# Work to be completed
Copy the entries word for word. Keep the pictures out.

[[ Records for the exercise open ]]

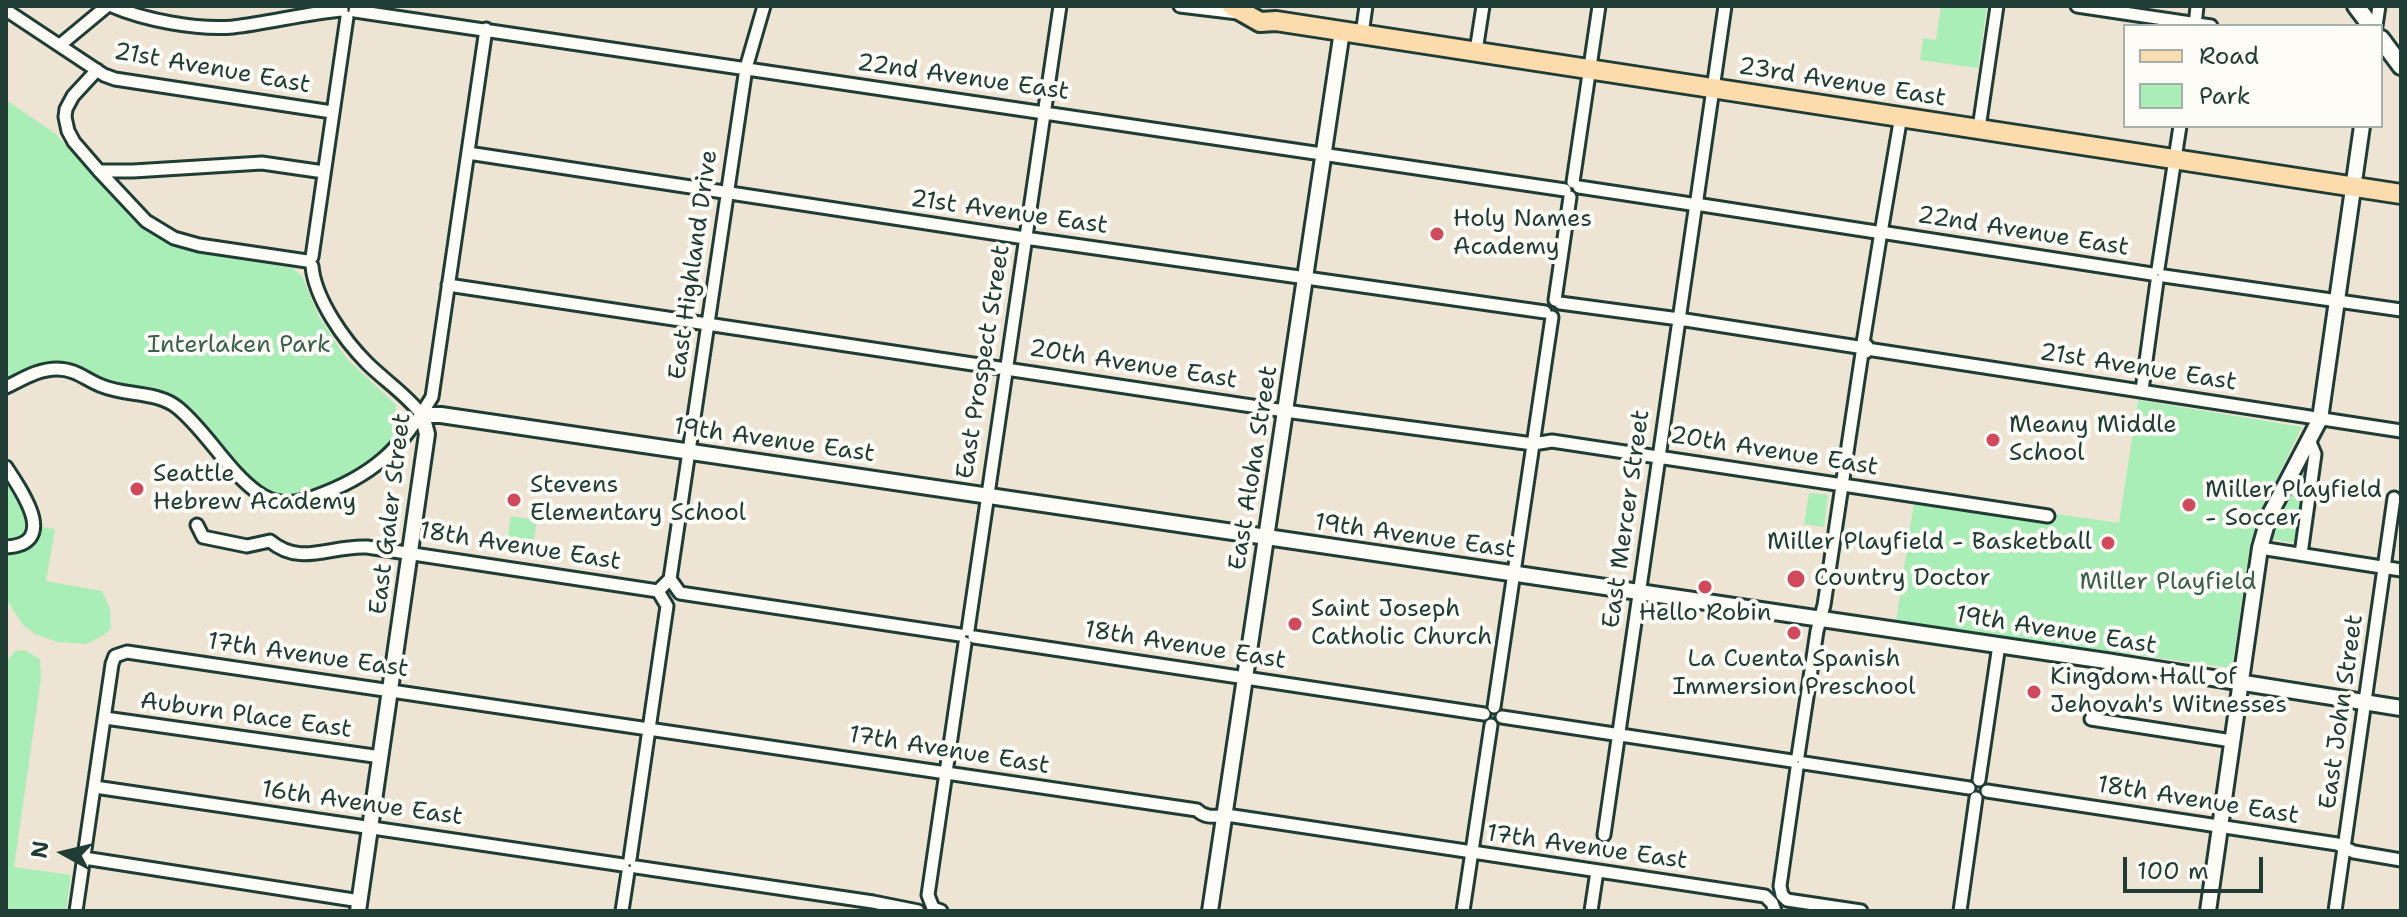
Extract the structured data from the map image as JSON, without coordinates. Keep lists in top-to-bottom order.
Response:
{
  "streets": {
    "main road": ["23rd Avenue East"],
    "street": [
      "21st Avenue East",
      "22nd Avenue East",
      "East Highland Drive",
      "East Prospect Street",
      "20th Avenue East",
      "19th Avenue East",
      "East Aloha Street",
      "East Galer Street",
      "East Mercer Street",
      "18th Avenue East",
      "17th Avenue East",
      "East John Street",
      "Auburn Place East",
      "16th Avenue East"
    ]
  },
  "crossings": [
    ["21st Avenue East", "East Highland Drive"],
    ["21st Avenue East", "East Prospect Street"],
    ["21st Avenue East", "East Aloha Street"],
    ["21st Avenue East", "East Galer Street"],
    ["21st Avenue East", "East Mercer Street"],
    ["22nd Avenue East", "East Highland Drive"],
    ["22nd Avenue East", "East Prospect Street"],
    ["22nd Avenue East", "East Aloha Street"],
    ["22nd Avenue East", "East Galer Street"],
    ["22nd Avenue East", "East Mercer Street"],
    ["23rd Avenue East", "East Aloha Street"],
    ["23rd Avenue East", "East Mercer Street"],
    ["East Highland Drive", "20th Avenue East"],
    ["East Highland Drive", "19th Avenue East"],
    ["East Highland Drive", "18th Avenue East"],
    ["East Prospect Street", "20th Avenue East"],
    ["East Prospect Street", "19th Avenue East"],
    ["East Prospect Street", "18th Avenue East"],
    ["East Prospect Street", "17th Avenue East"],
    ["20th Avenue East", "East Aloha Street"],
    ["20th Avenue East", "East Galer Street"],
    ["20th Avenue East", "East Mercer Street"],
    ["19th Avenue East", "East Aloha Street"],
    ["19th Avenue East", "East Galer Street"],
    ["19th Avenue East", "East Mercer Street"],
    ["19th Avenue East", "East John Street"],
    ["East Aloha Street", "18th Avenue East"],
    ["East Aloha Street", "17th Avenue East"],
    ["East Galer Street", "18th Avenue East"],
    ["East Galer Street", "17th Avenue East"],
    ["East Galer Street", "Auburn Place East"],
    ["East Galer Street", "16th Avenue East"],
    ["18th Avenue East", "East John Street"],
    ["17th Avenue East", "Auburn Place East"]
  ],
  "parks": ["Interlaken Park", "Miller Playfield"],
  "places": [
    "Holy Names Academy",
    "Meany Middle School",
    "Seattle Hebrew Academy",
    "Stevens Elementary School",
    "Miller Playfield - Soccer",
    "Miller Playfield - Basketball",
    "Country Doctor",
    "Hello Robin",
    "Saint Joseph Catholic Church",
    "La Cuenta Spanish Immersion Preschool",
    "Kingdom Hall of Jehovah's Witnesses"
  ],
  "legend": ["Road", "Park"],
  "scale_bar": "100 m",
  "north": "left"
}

[[ Records for the exercise closed ]]

# Answer area
Extract the structured data from the map image as JSON, without coordinates. Keep lists in top-to-bottom order.
Response:
{
  "streets": {
    "main road": ["23rd Avenue East"],
    "street": [
      "21st Avenue East",
      "22nd Avenue East",
      "East Highland Drive",
      "East Prospect Street",
      "20th Avenue East",
      "19th Avenue East",
      "East Aloha Street",
      "East Galer Street",
      "East Mercer Street",
      "18th Avenue East",
      "17th Avenue East",
      "East John Street",
      "Auburn Place East",
      "16th Avenue East"
    ]
  },
  "crossings": [
    ["21st Avenue East", "East Highland Drive"],
    ["21st Avenue East", "East Prospect Street"],
    ["21st Avenue East", "East Aloha Street"],
    ["21st Avenue East", "East Galer Street"],
    ["21st Avenue East", "East Mercer Street"],
    ["22nd Avenue East", "East Highland Drive"],
    ["22nd Avenue East", "East Prospect Street"],
    ["22nd Avenue East", "East Aloha Street"],
    ["22nd Avenue East", "East Galer Street"],
    ["22nd Avenue East", "East Mercer Street"],
    ["23rd Avenue East", "East Aloha Street"],
    ["23rd Avenue East", "East Mercer Street"],
    ["East Highland Drive", "20th Avenue East"],
    ["East Highland Drive", "19th Avenue East"],
    ["East Highland Drive", "18th Avenue East"],
    ["East Prospect Street", "20th Avenue East"],
    ["East Prospect Street", "19th Avenue East"],
    ["East Prospect Street", "18th Avenue East"],
    ["East Prospect Street", "17th Avenue East"],
    ["20th Avenue East", "East Aloha Street"],
    ["20th Avenue East", "East Galer Street"],
    ["20th Avenue East", "East Mercer Street"],
    ["19th Avenue East", "East Aloha Street"],
    ["19th Avenue East", "East Galer Street"],
    ["19th Avenue East", "East Mercer Street"],
    ["19th Avenue East", "East John Street"],
    ["East Aloha Street", "18th Avenue East"],
    ["East Aloha Street", "17th Avenue East"],
    ["East Galer Street", "18th Avenue East"],
    ["East Galer Street", "17th Avenue East"],
    ["East Galer Street", "Auburn Place East"],
    ["East Galer Street", "16th Avenue East"],
    ["18th Avenue East", "East John Street"],
    ["17th Avenue East", "Auburn Place East"]
  ],
  "parks": ["Interlaken Park", "Miller Playfield"],
  "places": [
    "Holy Names Academy",
    "Meany Middle School",
    "Seattle Hebrew Academy",
    "Stevens Elementary School",
    "Miller Playfield - Soccer",
    "Miller Playfield - Basketball",
    "Country Doctor",
    "Hello Robin",
    "Saint Joseph Catholic Church",
    "La Cuenta Spanish Immersion Preschool",
    "Kingdom Hall of Jehovah's Witnesses"
  ],
  "legend": ["Road", "Park"],
  "scale_bar": "100 m",
  "north": "left"
}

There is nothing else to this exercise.